A foundational myth about LSE100 I have heard from students is as unsurprising: many say that this course’s creation was a direct response to complaints from big employers in the city. LSE students were smart, but they weren’t worldly, and they did not know how to collaborate.
A video published by the LSE in 2012 is perhaps at the cusp of this irony. Academics are heard talking about multidisciplinary approaches to solving big issues, whilst the video pans over a montage of big bank skyscrapers and videos of suited busy-people walking around.
And perhaps this is a good thing. After all, LSE students are outcome-focused, and want to be employed by these companies.
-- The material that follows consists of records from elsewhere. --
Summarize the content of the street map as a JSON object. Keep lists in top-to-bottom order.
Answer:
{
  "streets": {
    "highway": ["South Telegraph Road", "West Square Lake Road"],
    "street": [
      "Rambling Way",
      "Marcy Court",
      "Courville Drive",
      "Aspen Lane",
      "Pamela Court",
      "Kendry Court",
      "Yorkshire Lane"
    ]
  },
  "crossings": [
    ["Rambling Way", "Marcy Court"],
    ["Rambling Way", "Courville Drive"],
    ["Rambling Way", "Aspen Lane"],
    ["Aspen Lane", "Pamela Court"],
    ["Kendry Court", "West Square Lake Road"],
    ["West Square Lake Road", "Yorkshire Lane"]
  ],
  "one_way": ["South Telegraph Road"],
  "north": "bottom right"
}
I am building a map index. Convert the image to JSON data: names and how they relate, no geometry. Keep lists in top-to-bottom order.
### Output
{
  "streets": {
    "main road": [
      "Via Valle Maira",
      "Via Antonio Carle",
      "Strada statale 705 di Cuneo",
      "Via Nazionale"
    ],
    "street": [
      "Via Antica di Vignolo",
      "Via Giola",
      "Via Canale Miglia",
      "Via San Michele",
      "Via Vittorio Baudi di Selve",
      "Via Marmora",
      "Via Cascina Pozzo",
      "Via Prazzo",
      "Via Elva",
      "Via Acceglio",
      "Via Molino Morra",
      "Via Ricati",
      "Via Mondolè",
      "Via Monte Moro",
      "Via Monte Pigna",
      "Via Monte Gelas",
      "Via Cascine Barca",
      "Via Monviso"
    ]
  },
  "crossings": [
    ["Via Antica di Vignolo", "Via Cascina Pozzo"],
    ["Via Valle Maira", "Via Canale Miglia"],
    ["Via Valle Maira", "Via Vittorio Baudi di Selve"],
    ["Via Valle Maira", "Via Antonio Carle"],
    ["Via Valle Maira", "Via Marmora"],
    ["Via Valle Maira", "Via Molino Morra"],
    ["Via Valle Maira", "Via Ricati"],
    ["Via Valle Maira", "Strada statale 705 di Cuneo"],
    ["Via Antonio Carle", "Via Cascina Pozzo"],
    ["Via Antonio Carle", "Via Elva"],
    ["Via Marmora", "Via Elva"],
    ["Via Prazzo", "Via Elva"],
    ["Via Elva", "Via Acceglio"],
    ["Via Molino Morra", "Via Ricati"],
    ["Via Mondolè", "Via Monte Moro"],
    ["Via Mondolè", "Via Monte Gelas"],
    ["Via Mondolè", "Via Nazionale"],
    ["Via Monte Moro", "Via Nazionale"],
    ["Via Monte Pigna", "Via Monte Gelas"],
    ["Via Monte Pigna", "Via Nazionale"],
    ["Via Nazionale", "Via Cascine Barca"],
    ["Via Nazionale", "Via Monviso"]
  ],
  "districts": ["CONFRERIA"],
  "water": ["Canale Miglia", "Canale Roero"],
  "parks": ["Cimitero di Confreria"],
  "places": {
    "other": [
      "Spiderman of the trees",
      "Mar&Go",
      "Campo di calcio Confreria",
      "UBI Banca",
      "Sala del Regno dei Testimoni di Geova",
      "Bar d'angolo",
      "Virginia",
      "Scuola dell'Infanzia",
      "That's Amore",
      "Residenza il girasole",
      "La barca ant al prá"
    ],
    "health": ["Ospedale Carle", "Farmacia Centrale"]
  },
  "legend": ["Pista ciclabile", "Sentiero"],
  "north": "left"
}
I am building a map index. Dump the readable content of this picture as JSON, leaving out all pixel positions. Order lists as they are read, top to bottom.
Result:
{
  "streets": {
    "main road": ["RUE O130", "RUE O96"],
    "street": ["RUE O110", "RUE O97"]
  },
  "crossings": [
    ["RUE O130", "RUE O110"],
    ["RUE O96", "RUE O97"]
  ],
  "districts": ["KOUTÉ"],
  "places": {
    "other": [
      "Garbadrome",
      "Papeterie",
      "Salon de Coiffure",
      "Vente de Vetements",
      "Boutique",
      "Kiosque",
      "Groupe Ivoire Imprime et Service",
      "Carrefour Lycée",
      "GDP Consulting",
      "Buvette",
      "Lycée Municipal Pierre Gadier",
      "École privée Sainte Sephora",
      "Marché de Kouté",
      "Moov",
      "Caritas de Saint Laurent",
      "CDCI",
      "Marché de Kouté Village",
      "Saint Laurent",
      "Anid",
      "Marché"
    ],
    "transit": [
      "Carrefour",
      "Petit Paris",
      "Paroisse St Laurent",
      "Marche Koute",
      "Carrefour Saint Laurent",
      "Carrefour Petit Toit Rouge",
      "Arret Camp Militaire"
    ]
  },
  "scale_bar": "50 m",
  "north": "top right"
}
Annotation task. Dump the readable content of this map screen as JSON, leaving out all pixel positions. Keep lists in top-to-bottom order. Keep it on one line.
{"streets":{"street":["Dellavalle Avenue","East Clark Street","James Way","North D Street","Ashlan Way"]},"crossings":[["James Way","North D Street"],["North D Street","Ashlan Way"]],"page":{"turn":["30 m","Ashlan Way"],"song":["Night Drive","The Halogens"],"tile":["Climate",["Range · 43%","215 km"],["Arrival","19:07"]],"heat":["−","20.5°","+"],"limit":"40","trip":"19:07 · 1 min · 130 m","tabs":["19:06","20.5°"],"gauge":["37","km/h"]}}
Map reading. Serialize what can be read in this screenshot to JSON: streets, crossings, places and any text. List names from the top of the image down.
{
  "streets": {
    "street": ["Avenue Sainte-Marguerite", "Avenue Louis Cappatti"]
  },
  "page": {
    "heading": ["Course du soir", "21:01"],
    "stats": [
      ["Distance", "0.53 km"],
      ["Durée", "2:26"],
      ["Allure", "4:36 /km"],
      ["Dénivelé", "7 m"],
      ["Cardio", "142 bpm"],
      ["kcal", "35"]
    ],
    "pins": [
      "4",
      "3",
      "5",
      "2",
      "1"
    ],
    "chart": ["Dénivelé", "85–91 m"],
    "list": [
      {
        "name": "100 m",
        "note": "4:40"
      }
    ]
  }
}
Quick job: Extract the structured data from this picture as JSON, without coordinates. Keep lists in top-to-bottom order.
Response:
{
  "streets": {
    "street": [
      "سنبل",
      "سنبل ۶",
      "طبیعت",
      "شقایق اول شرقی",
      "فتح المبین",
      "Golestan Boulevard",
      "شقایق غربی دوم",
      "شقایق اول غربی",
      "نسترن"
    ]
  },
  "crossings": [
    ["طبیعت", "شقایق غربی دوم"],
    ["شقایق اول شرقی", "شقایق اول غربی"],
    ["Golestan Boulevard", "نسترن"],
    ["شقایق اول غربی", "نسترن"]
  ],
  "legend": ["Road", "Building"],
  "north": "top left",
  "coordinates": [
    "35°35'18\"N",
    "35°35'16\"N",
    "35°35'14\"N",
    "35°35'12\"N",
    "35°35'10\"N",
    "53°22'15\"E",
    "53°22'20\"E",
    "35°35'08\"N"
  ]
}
However, the lived experience of the vast majority of students I talk to is of LSE100 being a complete waste of time, and more importantly a painful undergoing.
I attribute this to the course’s complete lack of intellectual insincerity. For example, this year we have spent most of our time self-teaching how to use Tableau, by sitting around in groups and coming up with pointless, contextless visualisations. Our assessments and class discussions were marked by a complete superficiality, to the point in which something as basic as comparative advantages failed to come up in an hour long discussion about food imports and safety.
The student body, although actively disliking the course (for the most part), has not been particularly good at expressing these concerns, and mobilising for change. During one of my classes, my partners felt I was being “too harsh” when I provided feedback recommending a complete rethink of the course offering. Although they seemed to agree with me, they felt writing that type of feedback was too much.
The LSE should reflect on this: their flagship interdisciplinary course, which aims to address the world’s most pressing issues, is an empty vessel sailing towards higher employability, and not deeper understanding.
Personally, I believe that the directorate would do well in addressing these concerns. The course could be made better (more engaging, research focused or even interactive), or could be made optional. However, making it optional would perhaps leave the LSE100 team completely overstaffed, due to a complete lack of students.